(Saved entries)

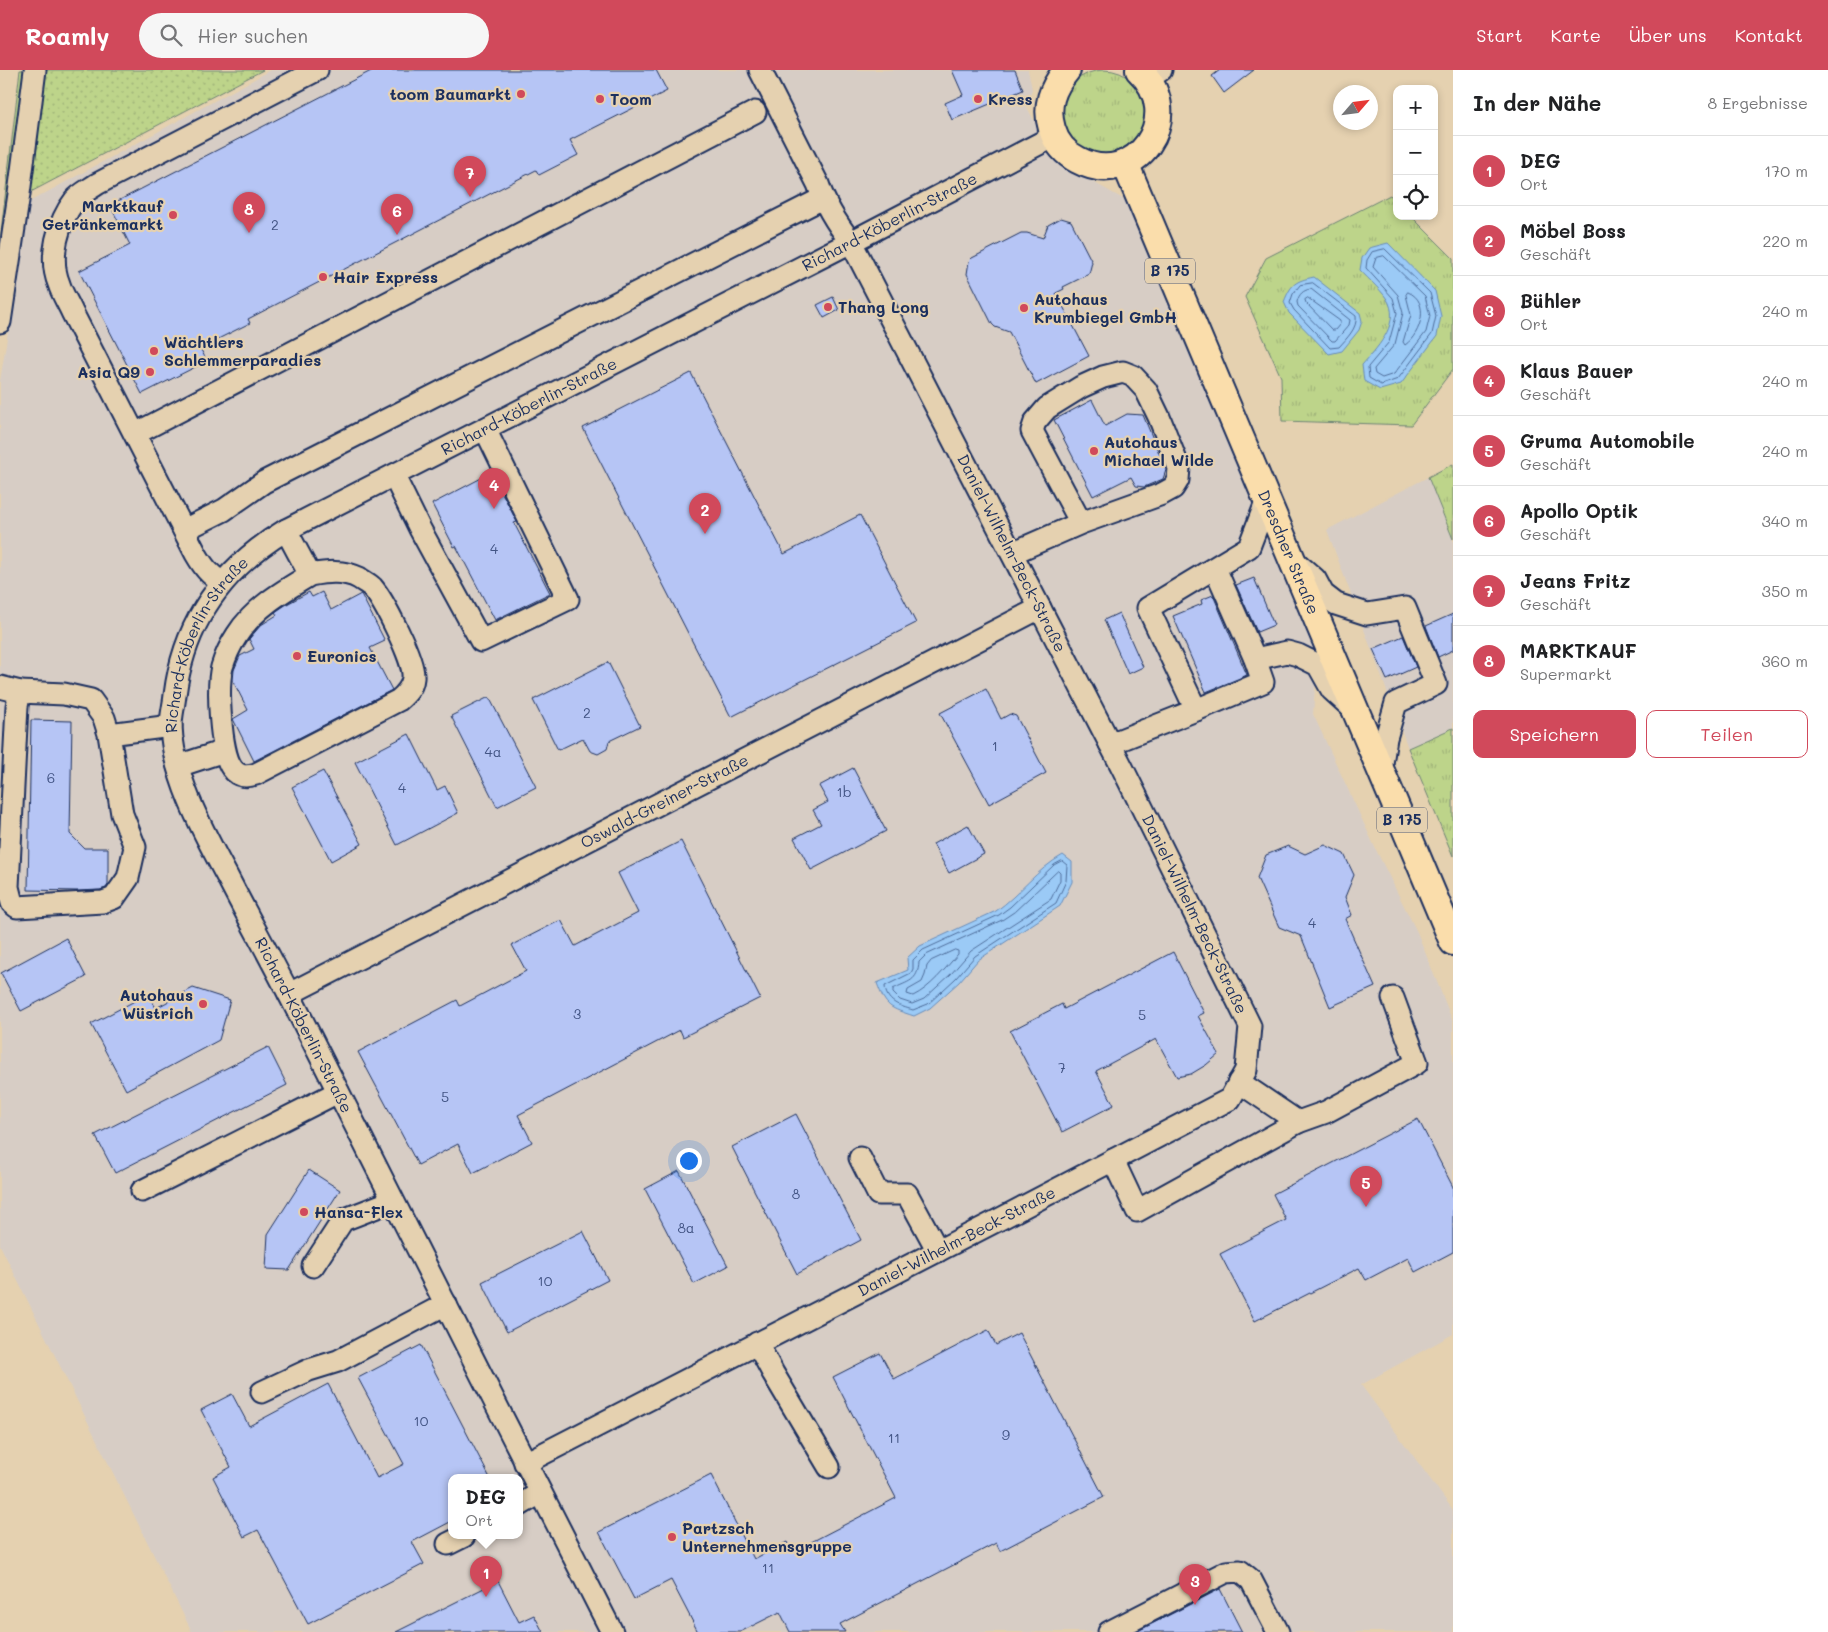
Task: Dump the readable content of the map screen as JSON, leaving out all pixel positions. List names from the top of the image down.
{
  "streets": {
    "main road": ["B 175", "Dresdner Straße"],
    "street": ["Richard-Köberlin-Straße", "Daniel-Wilhelm-Beck-Straße", "Oswald-Greiner-Straße"]
  },
  "crossings": [
    ["Richard-Köberlin-Straße", "Daniel-Wilhelm-Beck-Straße"],
    ["Richard-Köberlin-Straße", "Oswald-Greiner-Straße"],
    ["Daniel-Wilhelm-Beck-Straße", "Oswald-Greiner-Straße"]
  ],
  "places": [
    "toom Baumarkt",
    "Toom",
    "Kress",
    "Marktkauf Getränkemarkt",
    "Hair Express",
    "Thang Long",
    "Autohaus Krumbiegel GmbH",
    "Wächtlers Schlemmerparadies",
    "Asia Q9",
    "Autohaus Michael Wilde",
    "Euronics",
    "Autohaus Wüstrich",
    "Hansa-Flex",
    "Partzsch Unternehmensgruppe"
  ],
  "house_numbers": [
    "2",
    "4",
    "2",
    "1",
    "4a",
    "6",
    "4",
    "1b",
    "4",
    "3",
    "5",
    "7",
    "5",
    "8",
    "8a",
    "10",
    "10",
    "9",
    "11",
    "11"
  ],
  "north": "top right",
  "page": {
    "header": "Roamly",
    "search": "Hier suchen",
    "nav": [
      "Start",
      "Karte",
      "Über uns",
      "Kontakt"
    ],
    "heading": ["In der Nähe", "8 Ergebnisse"],
    "map_buttons": ["+", "−"],
    "list": [
      {
        "mark": "1",
        "name": "DEG",
        "note": "Ort",
        "value": "170 m"
      },
      {
        "mark": "2",
        "name": "Möbel Boss",
        "note": "Geschäft",
        "value": "220 m"
      },
      {
        "mark": "3",
        "name": "Bühler",
        "note": "Ort",
        "value": "240 m"
      },
      {
        "mark": "4",
        "name": "Klaus Bauer",
        "note": "Geschäft",
        "value": "240 m"
      },
      {
        "mark": "5",
        "name": "Gruma Automobile",
        "note": "Geschäft",
        "value": "240 m"
      },
      {
        "mark": "6",
        "name": "Apollo Optik",
        "note": "Geschäft",
        "value": "340 m"
      },
      {
        "mark": "7",
        "name": "Jeans Fritz",
        "note": "Geschäft",
        "value": "350 m"
      },
      {
        "mark": "8",
        "name": "MARKTKAUF",
        "note": "Supermarkt",
        "value": "360 m"
      }
    ],
    "pins": [
      "7",
      "8",
      "6",
      "4",
      "2",
      "5",
      "1",
      "3"
    ],
    "buttons": ["Speichern", "Teilen"],
    "popup": ["DEG", "Ort"]
  }
}
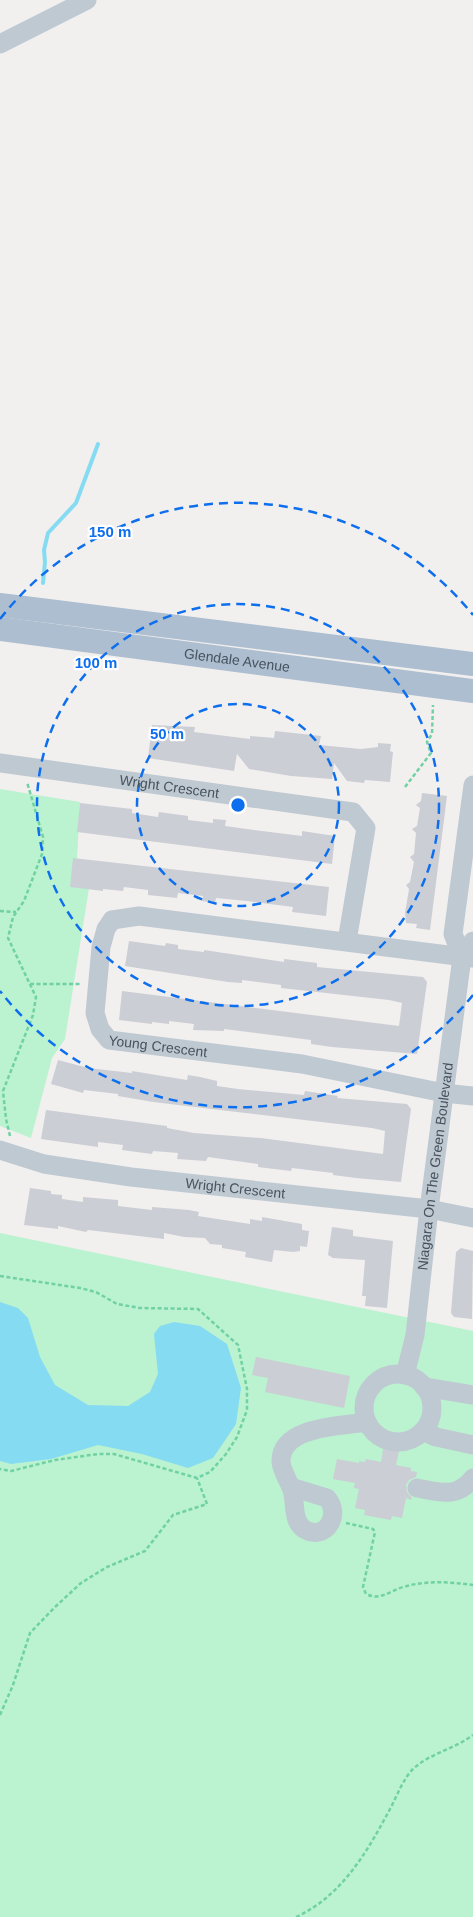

» Assignment
Pictures aside, restate the entries word for word.

» Answer to this task
Task: Dump the readable content of the map screen as JSON, leaving out all pixel positions. List names from the top of the image down.
{
  "streets": {
    "main road": ["B 175", "Dresdner Straße"],
    "street": ["Richard-Köberlin-Straße", "Daniel-Wilhelm-Beck-Straße", "Oswald-Greiner-Straße"]
  },
  "crossings": [
    ["Richard-Köberlin-Straße", "Daniel-Wilhelm-Beck-Straße"],
    ["Richard-Köberlin-Straße", "Oswald-Greiner-Straße"],
    ["Daniel-Wilhelm-Beck-Straße", "Oswald-Greiner-Straße"]
  ],
  "places": [
    "toom Baumarkt",
    "Toom",
    "Kress",
    "Marktkauf Getränkemarkt",
    "Hair Express",
    "Thang Long",
    "Autohaus Krumbiegel GmbH",
    "Wächtlers Schlemmerparadies",
    "Asia Q9",
    "Autohaus Michael Wilde",
    "Euronics",
    "Autohaus Wüstrich",
    "Hansa-Flex",
    "Partzsch Unternehmensgruppe"
  ],
  "house_numbers": [
    "2",
    "4",
    "2",
    "1",
    "4a",
    "6",
    "4",
    "1b",
    "4",
    "3",
    "5",
    "7",
    "5",
    "8",
    "8a",
    "10",
    "10",
    "9",
    "11",
    "11"
  ],
  "north": "top right",
  "page": {
    "header": "Roamly",
    "search": "Hier suchen",
    "nav": [
      "Start",
      "Karte",
      "Über uns",
      "Kontakt"
    ],
    "heading": ["In der Nähe", "8 Ergebnisse"],
    "map_buttons": ["+", "−"],
    "list": [
      {
        "mark": "1",
        "name": "DEG",
        "note": "Ort",
        "value": "170 m"
      },
      {
        "mark": "2",
        "name": "Möbel Boss",
        "note": "Geschäft",
        "value": "220 m"
      },
      {
        "mark": "3",
        "name": "Bühler",
        "note": "Ort",
        "value": "240 m"
      },
      {
        "mark": "4",
        "name": "Klaus Bauer",
        "note": "Geschäft",
        "value": "240 m"
      },
      {
        "mark": "5",
        "name": "Gruma Automobile",
        "note": "Geschäft",
        "value": "240 m"
      },
      {
        "mark": "6",
        "name": "Apollo Optik",
        "note": "Geschäft",
        "value": "340 m"
      },
      {
        "mark": "7",
        "name": "Jeans Fritz",
        "note": "Geschäft",
        "value": "350 m"
      },
      {
        "mark": "8",
        "name": "MARKTKAUF",
        "note": "Supermarkt",
        "value": "360 m"
      }
    ],
    "pins": [
      "7",
      "8",
      "6",
      "4",
      "2",
      "5",
      "1",
      "3"
    ],
    "buttons": ["Speichern", "Teilen"],
    "popup": ["DEG", "Ort"]
  }
}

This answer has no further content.